Google Analytics then logs user metrics every time the website is visited. And shows us those metrics for the different sources, mediums, and campaign names. 

Now imagine doing the same thing with the custom QR codes for your website, your front door, your social media, and more. If they each have their own URL from the Campaign URL Builder, you’ll be able to track them individually. And, crucially, compare their performance to the others.

Side note, if you’re not using a dynamic QR code and still want to set up Google Analytics tracking, use a URL shortener on your Campaign URL Builder URL before creating a static QR code for it. That’ll speed up scan time.

QR Code Tracking and Reporting System

A QR code tracking and reporting system is a tool that logs and visualizes all the QR code data collected. It allows you to access all the juicy data you’ve been collecting and draw the insights needed to move marketing campaign performance forward.

Your options for QR code tracking and reporting systems mirror your options for how to track QR codes in the first place. 

Your QR Code Creator

If you’re using a QR code generator or another QR code creation and tracking solution, the tracking and analytics are likely proprietary. Since they’ll vary individually, your best bet is to get in touch with your QR code provider and ask about their QR code tracking and reporting system. They’ll likely have a weekly or monthly report they can send you, or you may get access to an analytics dashboard that you can access 24/7. 

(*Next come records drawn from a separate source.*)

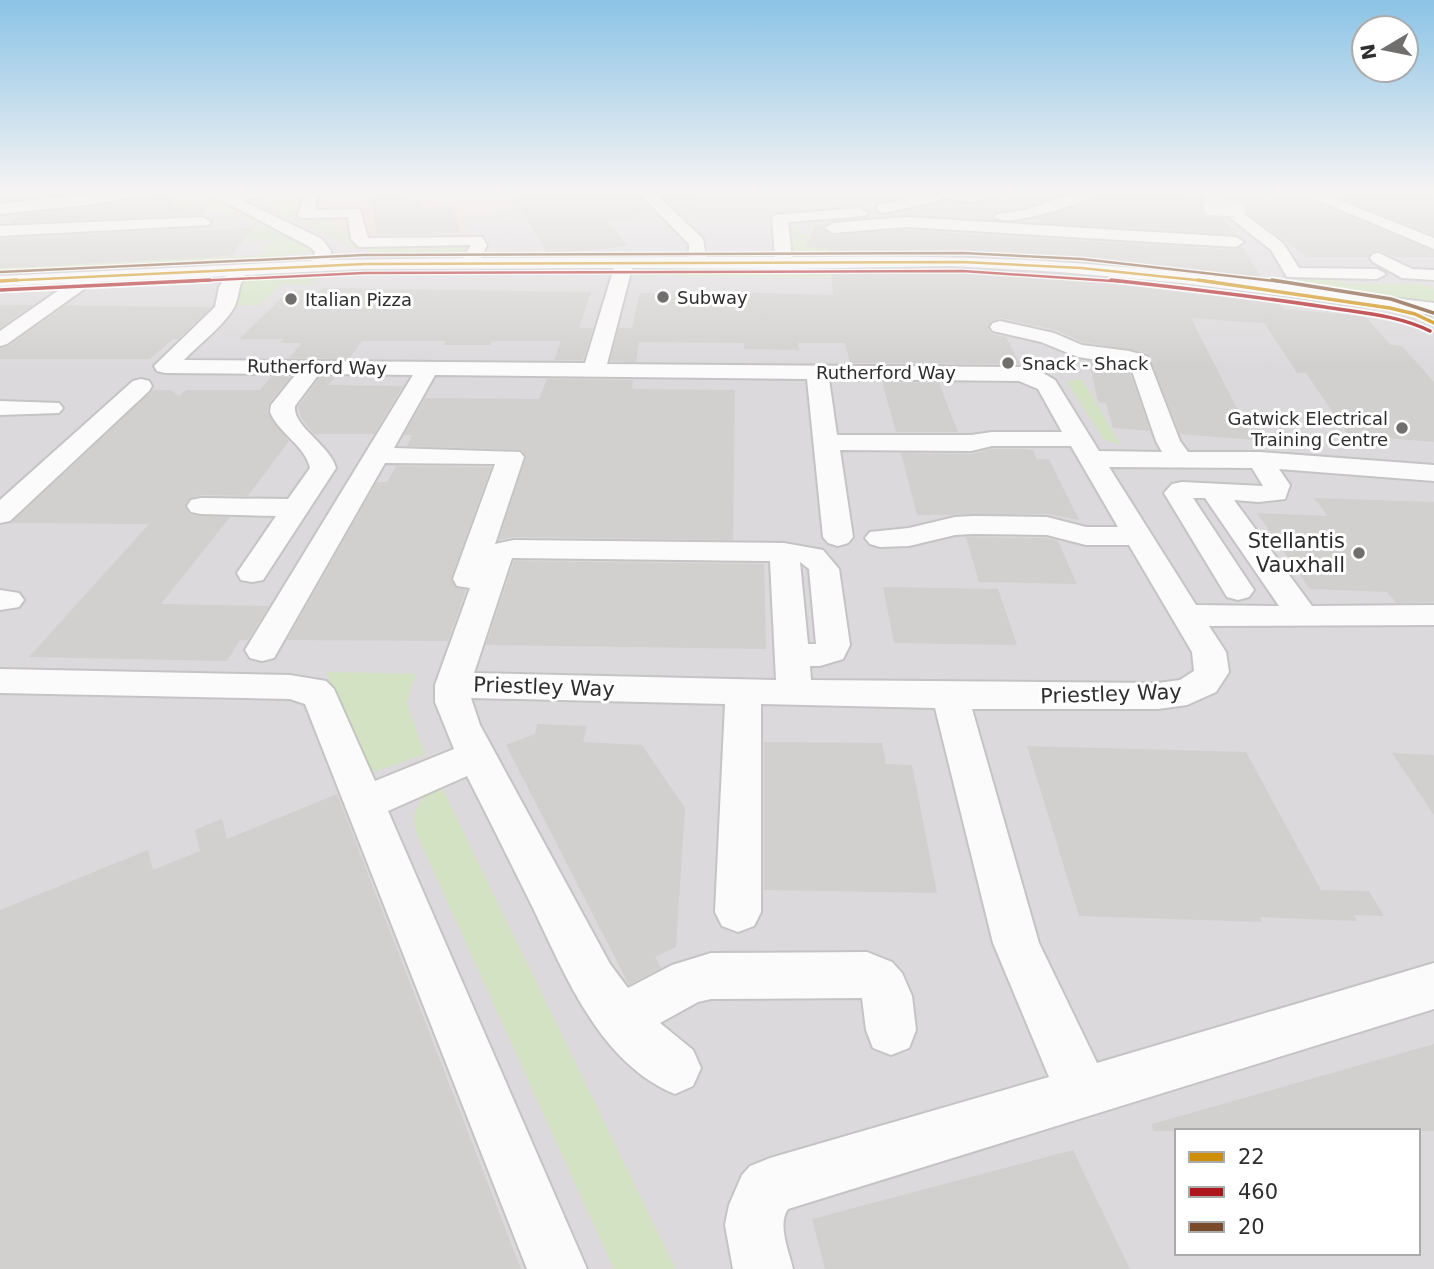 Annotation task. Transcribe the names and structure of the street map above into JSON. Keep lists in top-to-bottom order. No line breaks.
{"streets":{"street":["Rutherford Way","Priestley Way"]},"places":["Subway","Italian Pizza","Snack - Shack","Gatwick Electrical Training Centre","Stellantis Vauxhall"],"lines":["transit line 20","transit line 22","transit line 460"],"legend":["22","460","20"],"north":"left"} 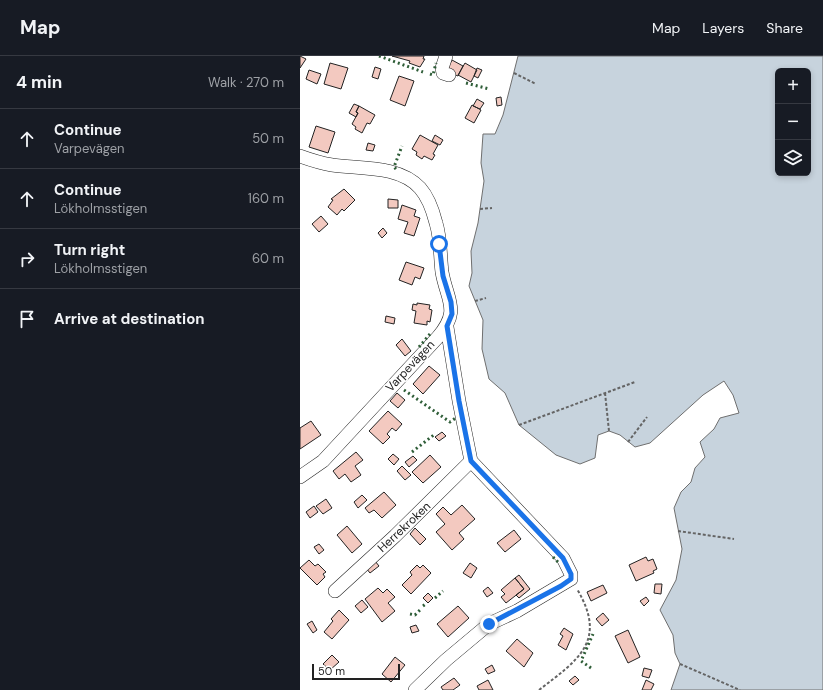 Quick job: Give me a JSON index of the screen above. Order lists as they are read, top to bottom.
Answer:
{
  "streets": {
    "street": ["Varpevägen", "Herrekroken"]
  },
  "scale_bar": "50 m",
  "page": {
    "header": "Map",
    "nav": ["Map", "Layers", "Share"],
    "heading": ["4 min", "Walk · 270 m"],
    "map_buttons": ["+", "−"],
    "list": [
      ["Continue", "Varpevägen", "50 m"],
      ["Continue", "Lökholmsstigen", "160 m"],
      ["Turn right", "Lökholmsstigen", "60 m"],
      "Arrive at destination"
    ],
    "scale": "50 m"
  }
} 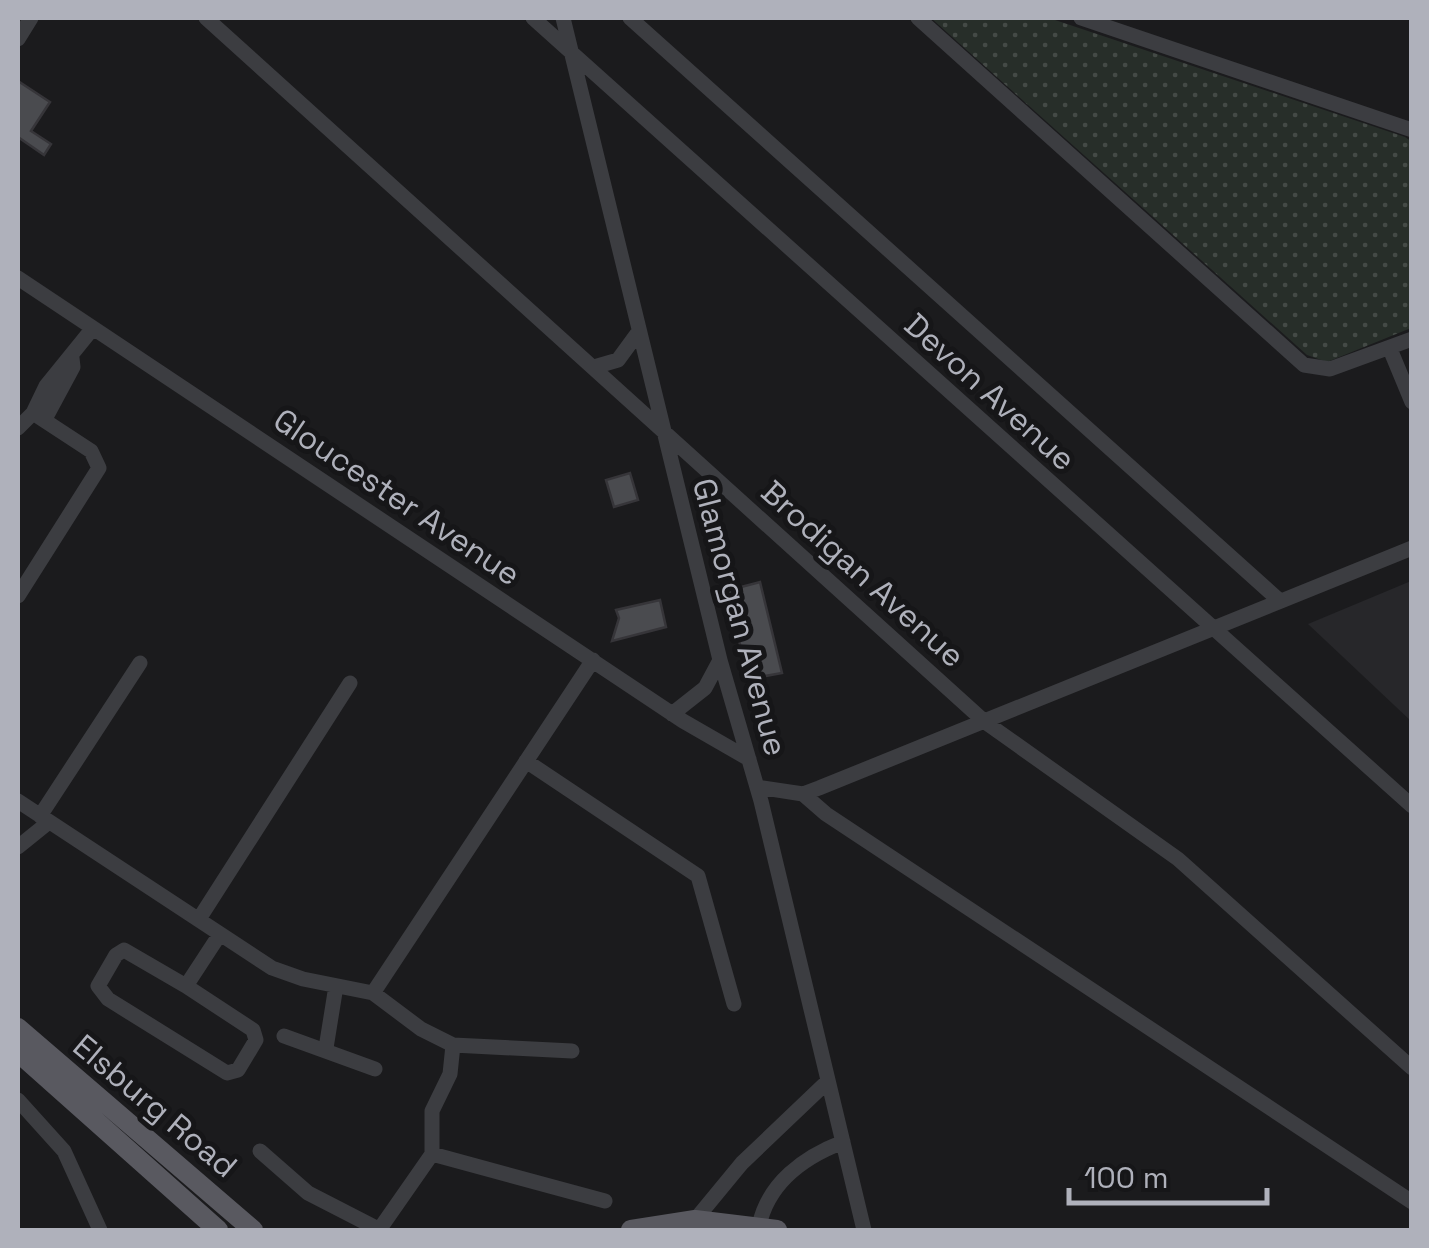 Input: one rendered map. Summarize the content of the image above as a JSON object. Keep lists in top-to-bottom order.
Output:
{
  "streets": {
    "main road": ["Elsburg Road"],
    "street": [
      "Devon Avenue",
      "Gloucester Avenue",
      "Brodigan Avenue",
      "Glamorgan Avenue"
    ]
  },
  "crossings": [
    ["Devon Avenue", "Glamorgan Avenue"],
    ["Gloucester Avenue", "Glamorgan Avenue"],
    ["Brodigan Avenue", "Glamorgan Avenue"]
  ],
  "scale_bar": "100 m"
}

Setting Up Your Own QR Code Tracking and Reporting System

Decided to create your own QR code tracking with Google Analytics? Then you’ll use Google Analytics as your QR code tracking and reporting system. Once you’ve signed up for a Google Analytics account, linked your website to it, and created and distributed one or many URLs with their Campaign URL Builder, you’re ready to go. You can sign into your Google Analytics dashboard and see

  • Real time reports based on locations, traffic sources, and content
  • Audience-based reports covering total users, active users, devices, operating system, browser, and demographics
  • Site-focused reports focusing on user flow, time-on-page, and bounce rates

… and much, much more.

QR code menu

QR Code Tracking: How to Track QR Code Scans

Tracking the QR codes you’ve created gives you a boatload of revealing metrics that help you understand QR code scanning behavior. By having such robust and timely data (much of it in real time), you’ll be in the perfect position to react to it. That means making changes and increasing the performance of your QR codes.

The better your QR codes do, the more you’re engaging with your customers. Whether that’s simply showing them a menu or driving conversations around sustainability as many QR codes on food do.

QR code statistics show just how many businesses are taking advantage of them—and how many consumers embrace them. 2020 put inexpensive, touchless solutions at the forefront of business. It’s clear that QR codes aren’t going anywhere and the businesses that leverage their speed, hygiene, and accessibility will thrive.